The State charged Smith with second degree assault. Smith asserted

self-defense. Morvel and Smith each claimed that the other person started the

fight. Assessing credibility was the key issue for the jury.

Before trial, the court ruled that if Smith testified, the State could impeach

Smith using his prior conviction for making a false statement to a public servant.

Smith testified. In his account of the fight, Morvel threw the first punch.

Smith's attorney did not ask him about the prior conviction.

On cross-examination, the prosecutor began by asking Smith about the

prior conviction. Smith admitted the conviction. The prosecutor asked Smith if

he had ever contacted the police to report the assault. Smith testified that he had

not. The prosecutor asked Smith if he told the detective that he had not been

involved in any fight. Smith admitted making that statement to the detective and

agreed it was not a true statement. On redirect, Smith testified he was not being

honest with the detective because, having just been put in handcuffs, he was

scared. He testified that he understood that in court he was testifying under oath.

He said he was telling the truth in everything that he said in court.

In closing argument, the prosecutor summarized the evidence that Smith

committed the assault with unlawful force. He did not mention Smith's prior

conviction for making a false statement or the fact that Smith admitted being

untruthful with the detective.

Smith's closing argument urged the jury to "look at the bigger picture" and

believe his version of events despite his prior conviction and misstatements to

police. Defense counsel pointed out that the prior conviction was 10 years old. No. 71968-8-1/3

He mentioned that Smith had admitted being dishonest with the detective about

the fight, but everything else he told the detective "was the truth" and Smith had

been cooperative rather than argumentative when the detective questioned him.

In rebuttal, the State argued that Smith's failure to volunteer the conviction

in his initial testimony undermined his credibility:

Defense counsel tells you—essentially tells you how honest the defendant is because he comes in here and tells you, "Yeah, I lied to the police," and "Yeah, I have a conviction for false statement." Except when did you find out about that? When did you find out that he had a conviction for false statement? When I asked him about it. He didn't share that with you. He didn't voluntarily share that with you.

The jury convicted Smith as charged. This appeal followed. Smith alleges

ineffective assistance of counsel and prosecutorial misconduct.

To show ineffective assistance, a defendant must show that counsel's

representation was deficient and that the deficiency caused prejudice. State v.

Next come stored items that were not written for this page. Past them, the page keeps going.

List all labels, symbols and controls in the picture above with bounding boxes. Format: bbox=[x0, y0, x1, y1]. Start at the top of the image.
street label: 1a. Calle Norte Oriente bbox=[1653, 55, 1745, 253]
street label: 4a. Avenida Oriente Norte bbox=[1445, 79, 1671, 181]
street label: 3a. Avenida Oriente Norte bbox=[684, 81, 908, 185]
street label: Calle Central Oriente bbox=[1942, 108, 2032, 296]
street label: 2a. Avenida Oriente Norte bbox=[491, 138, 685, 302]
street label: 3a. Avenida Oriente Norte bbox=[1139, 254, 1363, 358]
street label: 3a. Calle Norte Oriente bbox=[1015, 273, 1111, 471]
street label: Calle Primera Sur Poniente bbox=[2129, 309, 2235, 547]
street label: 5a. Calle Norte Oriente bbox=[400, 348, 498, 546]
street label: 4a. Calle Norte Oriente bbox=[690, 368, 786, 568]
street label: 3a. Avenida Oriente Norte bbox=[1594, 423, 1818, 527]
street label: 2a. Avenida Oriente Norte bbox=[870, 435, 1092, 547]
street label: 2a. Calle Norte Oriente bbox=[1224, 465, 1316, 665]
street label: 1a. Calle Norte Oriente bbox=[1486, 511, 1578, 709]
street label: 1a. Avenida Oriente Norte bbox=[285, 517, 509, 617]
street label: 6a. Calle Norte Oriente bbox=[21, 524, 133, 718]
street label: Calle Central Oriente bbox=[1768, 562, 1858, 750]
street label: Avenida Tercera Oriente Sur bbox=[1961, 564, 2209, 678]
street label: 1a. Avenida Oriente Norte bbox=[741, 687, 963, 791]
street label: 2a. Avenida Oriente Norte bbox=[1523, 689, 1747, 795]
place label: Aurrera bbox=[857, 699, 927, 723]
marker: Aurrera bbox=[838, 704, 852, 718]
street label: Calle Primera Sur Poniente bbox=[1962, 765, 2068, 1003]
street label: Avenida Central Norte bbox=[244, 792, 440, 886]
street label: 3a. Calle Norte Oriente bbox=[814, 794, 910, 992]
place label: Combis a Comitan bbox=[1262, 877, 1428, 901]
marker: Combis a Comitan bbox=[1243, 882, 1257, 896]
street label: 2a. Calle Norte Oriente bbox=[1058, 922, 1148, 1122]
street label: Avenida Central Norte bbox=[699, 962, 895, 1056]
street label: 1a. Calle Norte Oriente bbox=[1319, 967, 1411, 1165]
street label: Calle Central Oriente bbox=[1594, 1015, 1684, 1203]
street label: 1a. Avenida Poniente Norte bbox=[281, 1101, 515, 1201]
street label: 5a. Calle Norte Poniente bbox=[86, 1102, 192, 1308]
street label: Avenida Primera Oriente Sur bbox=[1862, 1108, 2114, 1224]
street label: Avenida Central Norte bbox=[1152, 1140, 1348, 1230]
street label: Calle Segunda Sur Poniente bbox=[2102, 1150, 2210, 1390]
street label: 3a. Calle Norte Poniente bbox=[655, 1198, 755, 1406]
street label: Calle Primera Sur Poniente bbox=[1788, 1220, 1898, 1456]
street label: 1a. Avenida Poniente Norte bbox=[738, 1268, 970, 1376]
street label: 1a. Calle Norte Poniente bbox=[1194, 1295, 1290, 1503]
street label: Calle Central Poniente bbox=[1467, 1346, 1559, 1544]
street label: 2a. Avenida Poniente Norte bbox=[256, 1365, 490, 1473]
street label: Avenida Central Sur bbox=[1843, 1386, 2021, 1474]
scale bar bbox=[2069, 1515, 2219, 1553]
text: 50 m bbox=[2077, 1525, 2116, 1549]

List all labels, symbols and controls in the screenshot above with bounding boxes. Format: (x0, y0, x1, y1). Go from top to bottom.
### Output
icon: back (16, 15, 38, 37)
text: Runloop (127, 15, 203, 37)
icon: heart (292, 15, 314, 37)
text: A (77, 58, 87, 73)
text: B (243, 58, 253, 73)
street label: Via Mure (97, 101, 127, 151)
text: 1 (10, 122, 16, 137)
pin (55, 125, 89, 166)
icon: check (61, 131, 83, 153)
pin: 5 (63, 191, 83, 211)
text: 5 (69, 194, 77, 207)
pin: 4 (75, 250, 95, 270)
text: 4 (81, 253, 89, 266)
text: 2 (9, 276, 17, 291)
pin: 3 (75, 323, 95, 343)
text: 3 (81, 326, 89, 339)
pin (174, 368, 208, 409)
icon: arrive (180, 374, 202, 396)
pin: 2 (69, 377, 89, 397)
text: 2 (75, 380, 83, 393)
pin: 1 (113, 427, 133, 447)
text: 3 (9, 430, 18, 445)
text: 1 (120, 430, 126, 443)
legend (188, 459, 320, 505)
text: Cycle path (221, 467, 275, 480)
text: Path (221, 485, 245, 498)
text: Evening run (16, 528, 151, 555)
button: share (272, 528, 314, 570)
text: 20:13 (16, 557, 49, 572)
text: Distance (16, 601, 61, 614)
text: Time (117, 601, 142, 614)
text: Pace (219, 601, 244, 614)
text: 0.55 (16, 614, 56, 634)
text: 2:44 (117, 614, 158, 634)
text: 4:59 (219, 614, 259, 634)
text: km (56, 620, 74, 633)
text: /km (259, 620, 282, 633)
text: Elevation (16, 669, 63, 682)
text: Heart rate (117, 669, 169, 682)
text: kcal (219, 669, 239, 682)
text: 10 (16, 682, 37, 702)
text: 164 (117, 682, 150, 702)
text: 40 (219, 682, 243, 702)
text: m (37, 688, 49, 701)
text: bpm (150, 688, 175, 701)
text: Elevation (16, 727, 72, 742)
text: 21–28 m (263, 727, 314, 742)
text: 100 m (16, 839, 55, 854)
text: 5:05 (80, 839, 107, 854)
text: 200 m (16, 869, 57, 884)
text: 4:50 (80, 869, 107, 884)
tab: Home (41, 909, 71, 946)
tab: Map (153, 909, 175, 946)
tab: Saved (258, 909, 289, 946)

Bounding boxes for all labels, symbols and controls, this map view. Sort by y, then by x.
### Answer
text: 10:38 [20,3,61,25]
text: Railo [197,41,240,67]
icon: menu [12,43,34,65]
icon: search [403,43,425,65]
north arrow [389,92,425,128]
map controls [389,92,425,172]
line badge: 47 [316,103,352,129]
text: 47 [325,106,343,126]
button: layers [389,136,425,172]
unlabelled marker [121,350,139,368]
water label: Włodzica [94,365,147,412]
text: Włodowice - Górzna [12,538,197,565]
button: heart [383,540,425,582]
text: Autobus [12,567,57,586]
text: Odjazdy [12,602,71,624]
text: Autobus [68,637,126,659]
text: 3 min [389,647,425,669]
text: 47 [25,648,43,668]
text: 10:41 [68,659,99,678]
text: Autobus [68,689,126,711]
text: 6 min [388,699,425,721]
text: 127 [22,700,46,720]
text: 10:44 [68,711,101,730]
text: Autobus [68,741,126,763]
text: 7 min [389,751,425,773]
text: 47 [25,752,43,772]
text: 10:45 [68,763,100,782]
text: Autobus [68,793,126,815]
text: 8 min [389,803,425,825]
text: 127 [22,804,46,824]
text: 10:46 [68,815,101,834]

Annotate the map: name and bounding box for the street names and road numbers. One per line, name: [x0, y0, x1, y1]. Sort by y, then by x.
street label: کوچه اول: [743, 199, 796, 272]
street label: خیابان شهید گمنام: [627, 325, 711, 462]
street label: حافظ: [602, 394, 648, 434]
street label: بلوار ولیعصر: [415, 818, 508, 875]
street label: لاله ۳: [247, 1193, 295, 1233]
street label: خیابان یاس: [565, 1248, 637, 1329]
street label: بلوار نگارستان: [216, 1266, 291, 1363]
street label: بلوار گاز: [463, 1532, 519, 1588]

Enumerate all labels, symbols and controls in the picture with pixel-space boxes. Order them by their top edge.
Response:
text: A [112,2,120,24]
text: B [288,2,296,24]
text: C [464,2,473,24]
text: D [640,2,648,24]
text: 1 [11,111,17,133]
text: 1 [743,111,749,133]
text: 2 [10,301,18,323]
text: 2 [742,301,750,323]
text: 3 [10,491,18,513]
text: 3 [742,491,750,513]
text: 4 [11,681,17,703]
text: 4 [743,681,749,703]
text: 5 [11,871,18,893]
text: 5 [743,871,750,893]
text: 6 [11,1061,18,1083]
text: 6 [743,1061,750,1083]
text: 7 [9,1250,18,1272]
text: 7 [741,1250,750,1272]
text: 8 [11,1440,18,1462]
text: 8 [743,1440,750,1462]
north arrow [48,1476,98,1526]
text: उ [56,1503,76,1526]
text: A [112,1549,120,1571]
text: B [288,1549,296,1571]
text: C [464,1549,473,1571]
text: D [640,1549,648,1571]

Bowerman, 115 Wn.2d 794, 808, 802 P.2d 116 (1990). If an action can be seen

as legitimate trial strategy, it cannot serve as a basis for a claim of ineffective

assistance of counsel. State v. McNeal, 145 Wn.2d 352, 362, 37 P.3d 280

(2002).

Smith contends that competent counsel would have elicited the fact of the

prior conviction on direct examination to prevent the State from bringing it out as

a damning revelation. The State responds that omitting the question on direct

examination can be seen as a legitimate trial strategy under the circumstances.

We agree with the State. The conviction was 10 years old. Counsel may have

hoped that bringing up such a remote event to cast Smith in a bad light would No. 71968-8-1/4

make the State appear harsh and unfair. Counsel may have hoped that to avoid

such an appearance, the State would decide not to mention the prior conviction

at all. Counsel may also have decided that any advantage gained by bringing

the prior conviction out in direct examination would be outweighed by the

prejudice incurred by having it discussed for a second time in cross-examination.

Because the challenged conduct can be viewed as a legitimate trial

strategy, it was not ineffective assistance.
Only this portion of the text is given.